The new CHS would be rivaled only by its across-town neighbor, Hospital Corporation of America (HCA), which has fewer hospitals (162), yet reports higher revenue. Last year, HCA raked in $33 billion; CHS and HMA had a combined $18.9 billion.
“This compelling transaction provides a strategic opportunity to form a larger company with a diverse portfolio of hospitals that is well-positioned to realize the benefits of healthcare reform and to address the changing dynamics of our industry,” said CHS CEO Wayne Smith. “Our complementary markets and the ability to form networks in key states, along with the synergies that will be available to us, can create value for the shareholders of our companies, the communities we serve, our employees and medical staffs.”
Both companies’ boards of directors unanimously approved the definitive merger agreement, with CHS paying HMA $3.9 billion in cash and stock and assuming $3.7 billion of debt. The deal would give HMA shareholders a 16 percent stake in the new company. Before the market opened on July 30, HMA shares fell 6.9 percent to $13.89; CHS stock rose 2.4 percent to $48.35.
The relationship between HMA and its largest shareholder (14.6 percent), Glenview Capital Management, a hedge fund managed by billionaire Larry Robbins, had soured in recent months. Glenview, a private investment management firm established in 2000 with more than $6 billion in assets, also owns nearly 10 percent of CHS. Robbins had been critical of HMA’s sluggish financial results and “unconstructive” executive behavior, pointing to HMA CFO Kelly Curry. Glenview had tried to replace HMA’s entire board of directors with eight candidates in a Fresh Alternative campaign to revitalize the company. In June, Glenview had written HMA about “significant room for improvement,” which it said had fallen short in its financial performance for more than a decade.
“Under the supervision of the sitting board, HMA lacks the financial acumen to deliver on its projections,” Glenview released in a July 30 statement. “Unfortunately, this continues to be the case.”
Another Nashville, Tenn.-based hospital group, LifePoint Hospitals (NASDAQ: LPNT), had also expressed interest in acquiring HMA.
The Next Step
Until the merger is completed – the target deadline is March 31 – John Starcher Jr., president of HMA’s Eastern Group with 23 hospitals in seven states, will step up as HMA interim CEO.
HMA’s projected second-quarter earnings show a drop of .05 percent in net revenue to $146 billion, attributing the discouraging fiscal picture to low admissions, increases in observation stays, higher bad debt, a reduction in surgeries, and the federal government’s sequestration. Same-hospital admissions were predicted to fall 6.7 percent, compared to the second quarter of 2012.

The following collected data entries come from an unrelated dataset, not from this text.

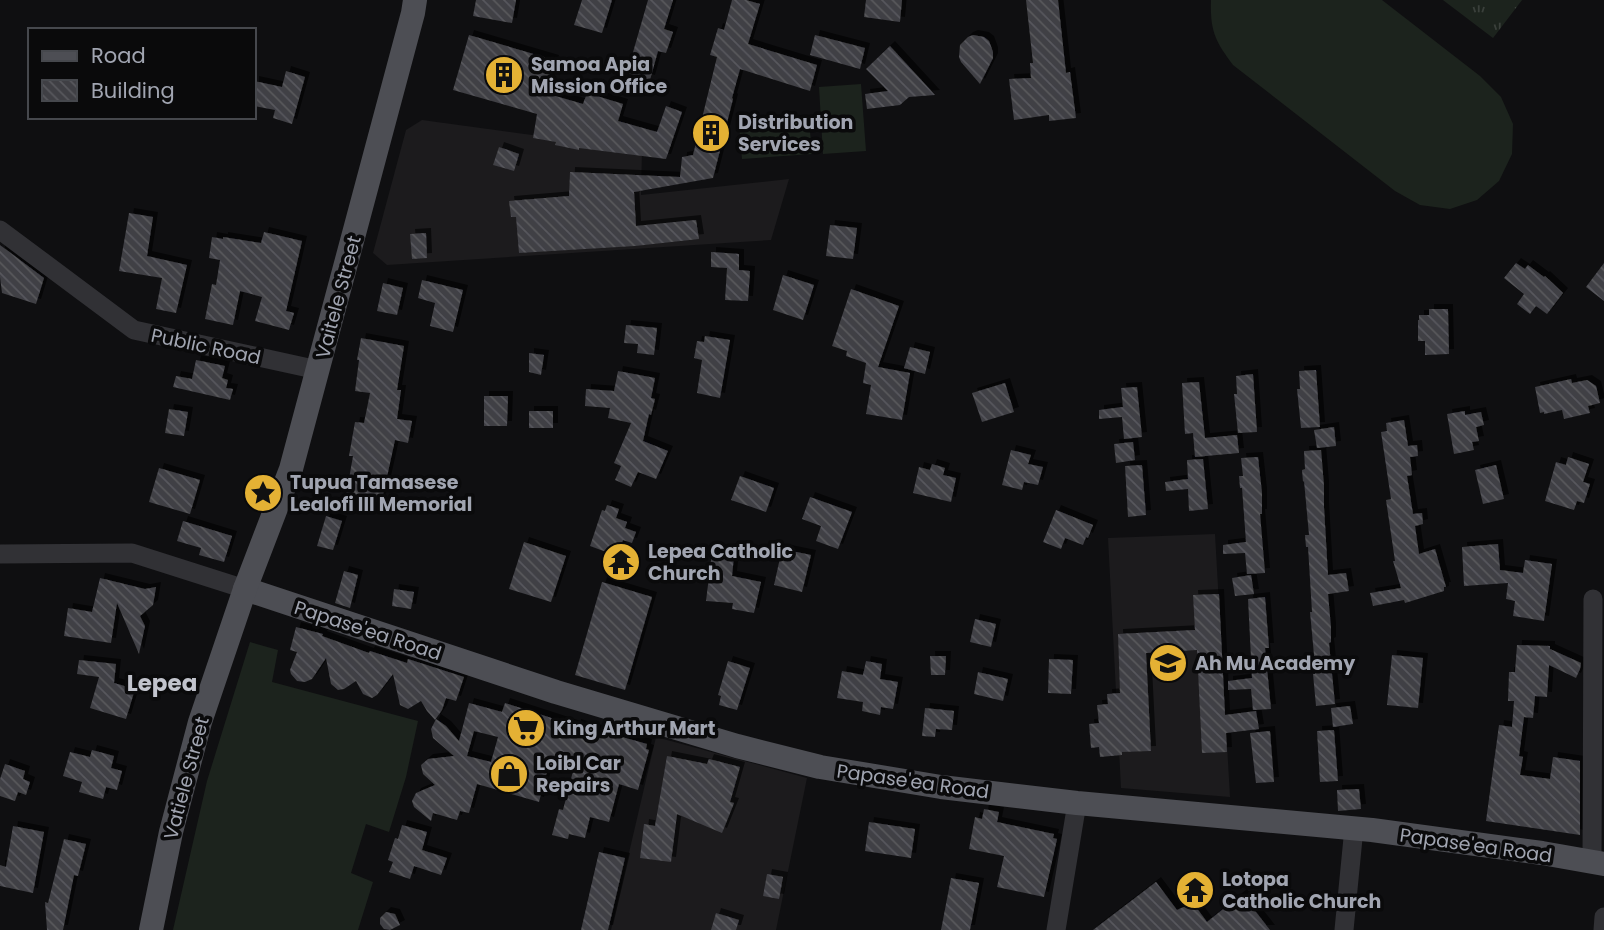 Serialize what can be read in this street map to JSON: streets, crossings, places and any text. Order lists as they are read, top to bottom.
{
  "streets": {
    "main road": ["Vaitele Street", "Papase'ea Road", "Vatiele Street"],
    "street": ["Public Road"]
  },
  "crossings": [
    ["Vaitele Street", "Public Road"],
    ["Vaitele Street", "Papase'ea Road"],
    ["Vaitele Street", "Vatiele Street"],
    ["Papase'ea Road", "Vatiele Street"]
  ],
  "districts": ["Lepea"],
  "places": {
    "building": ["Samoa Apia Mission Office", "Distribution Services"],
    "place": ["Tupua Tamasese Lealofi III Memorial"],
    "temple": ["Lepea Catholic Church", "Lotopa Catholic Church"],
    "school or university": ["Ah Mu Academy"],
    "supermarket": ["King Arthur Mart"],
    "shop": ["Loibl Car Repairs"]
  },
  "legend": ["Road", "Building"]
} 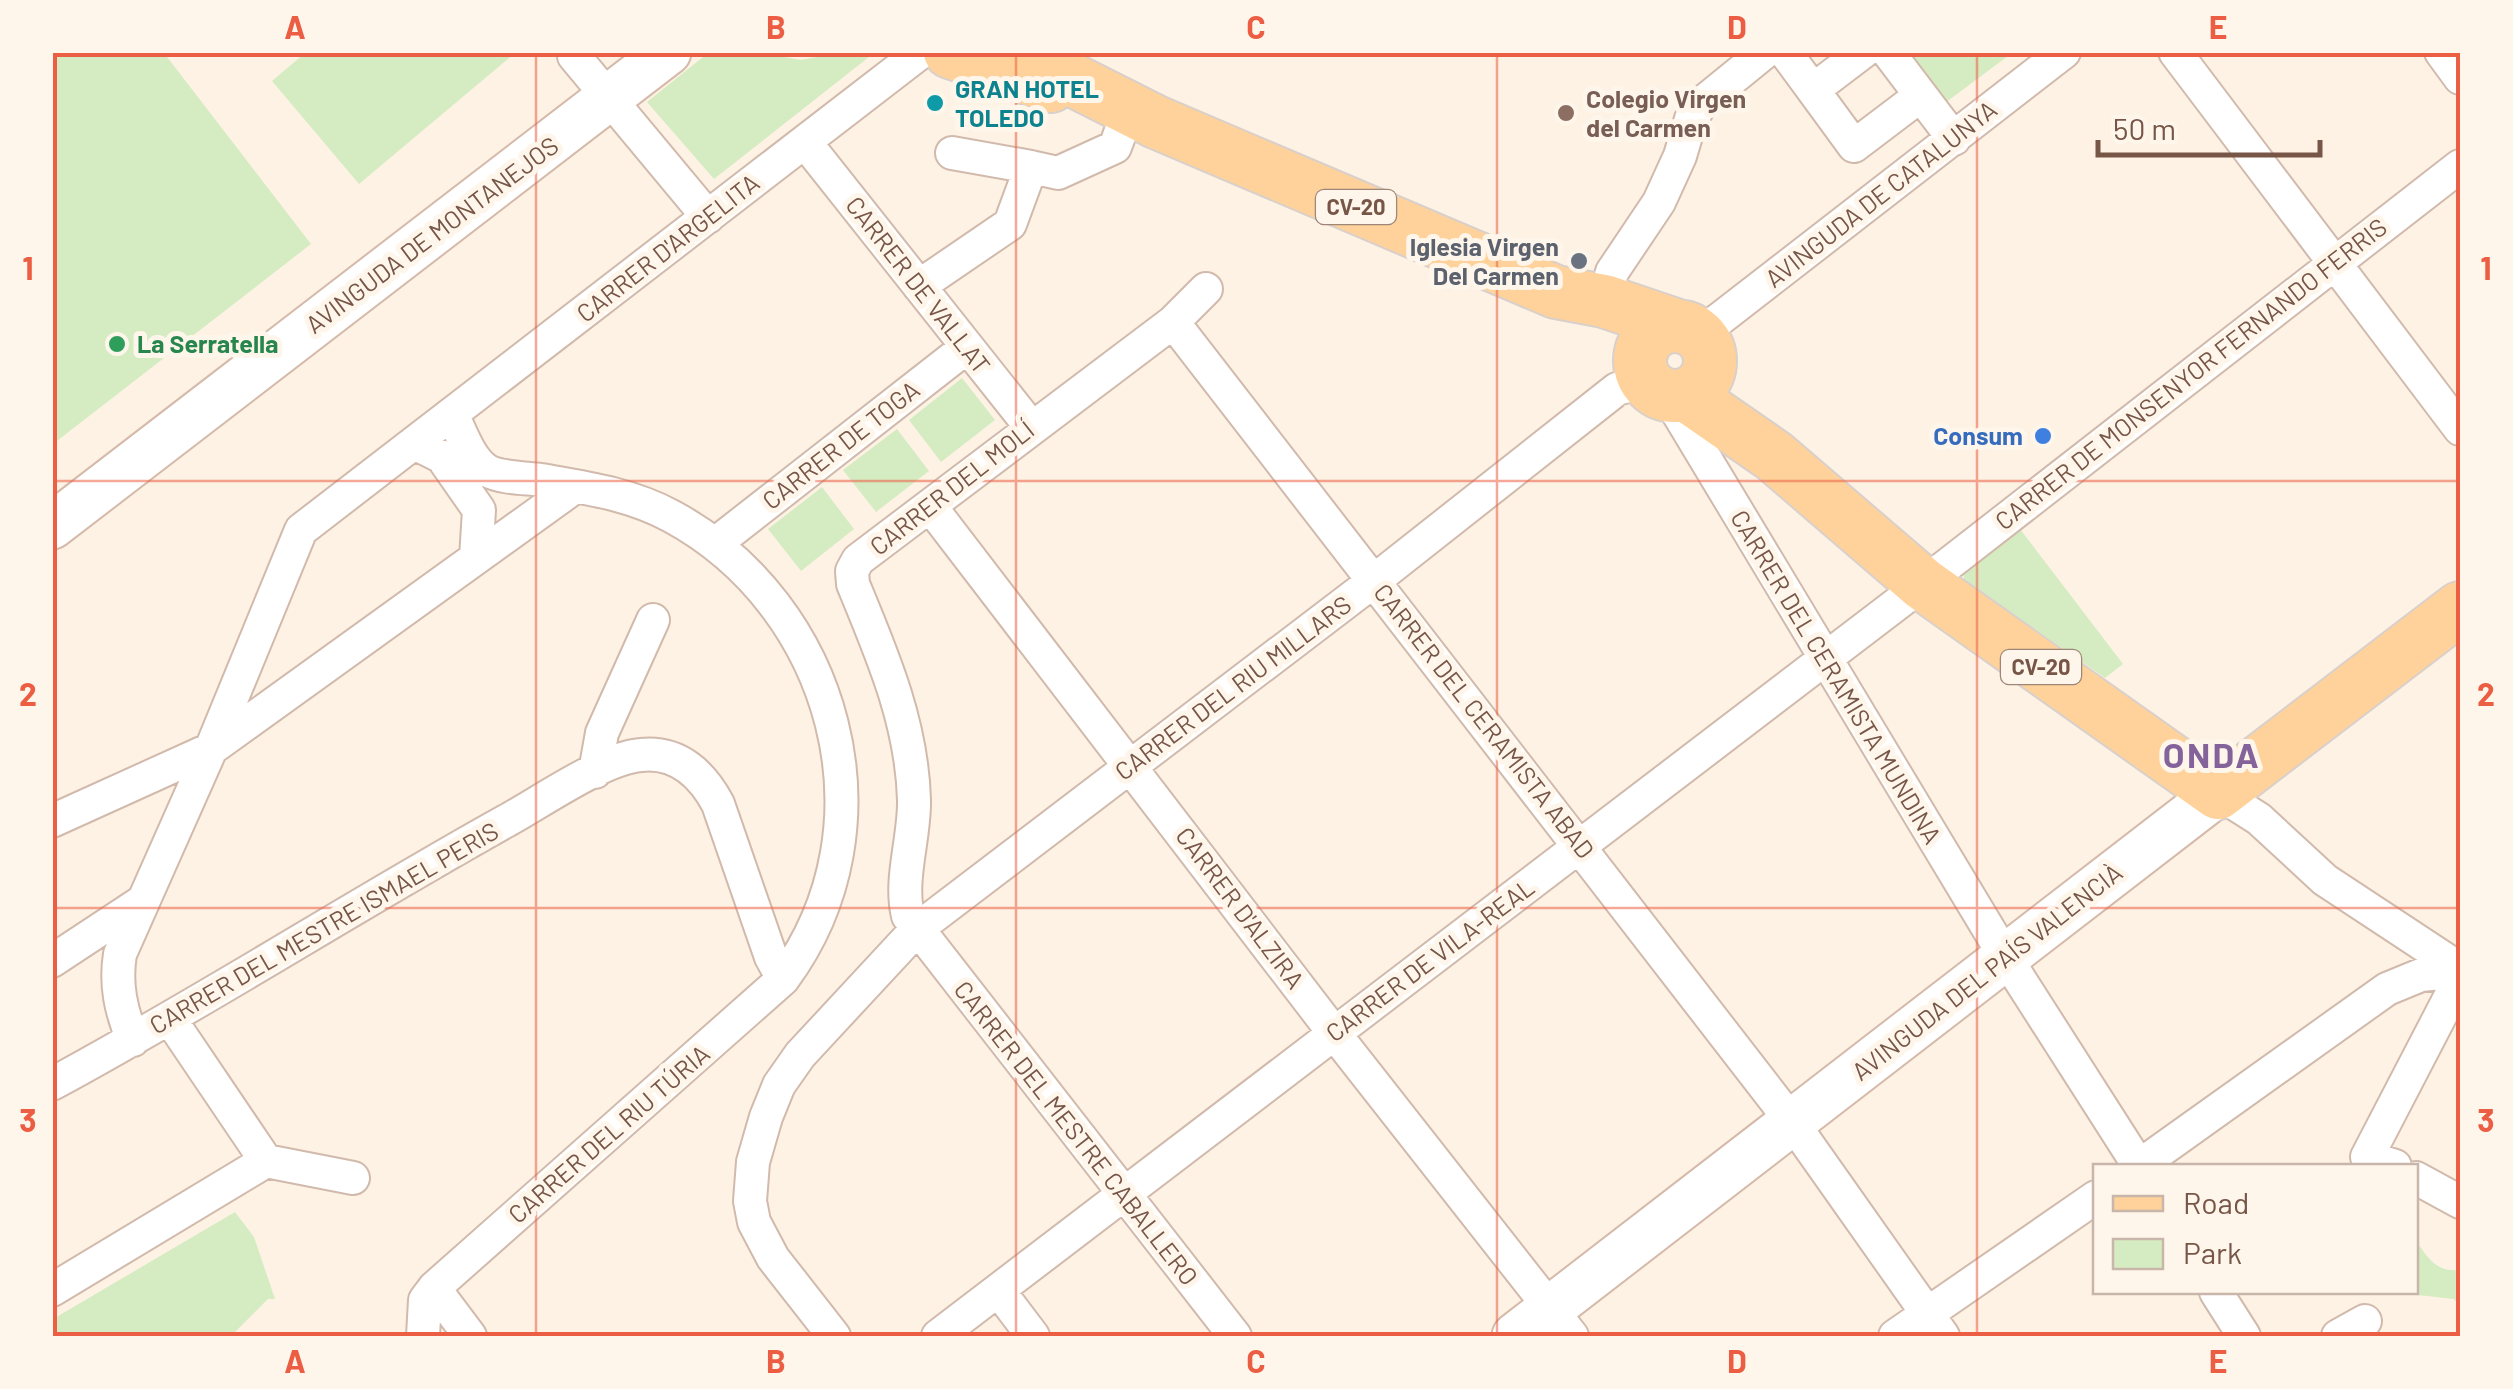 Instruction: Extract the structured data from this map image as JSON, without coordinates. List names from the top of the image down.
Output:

In its first-quarter financial filing, HMA reported it had received a subpoena from the U.S. Securities and Exchange Commission (SEC) for documents involving accounts receivable, billing write-downs, contractual adjustments, reserves for doubtful accounts, and revenue. In May and June, HMA received three more subpoenas from the HHS’s Office of Inspector General related to the process by which the company admits people from its emergency department. The new subpoenas supplemented ones the company received in 2011. Another subpoena was issued on physician relationships. In December, a CBS “60 Minutes” segment focused on HMA’s aggressive policies aimed at increasing admissions and “disgruntled former employees.” No stranger to the federal pressure-cooker, CHS recently received a new subpoena for similar allegations from the Department of Justice.
Competing hospital chains and medical schools in Florida, including the Florida Medical Association, declined to comment on the July 30 CHS-HMA announcement.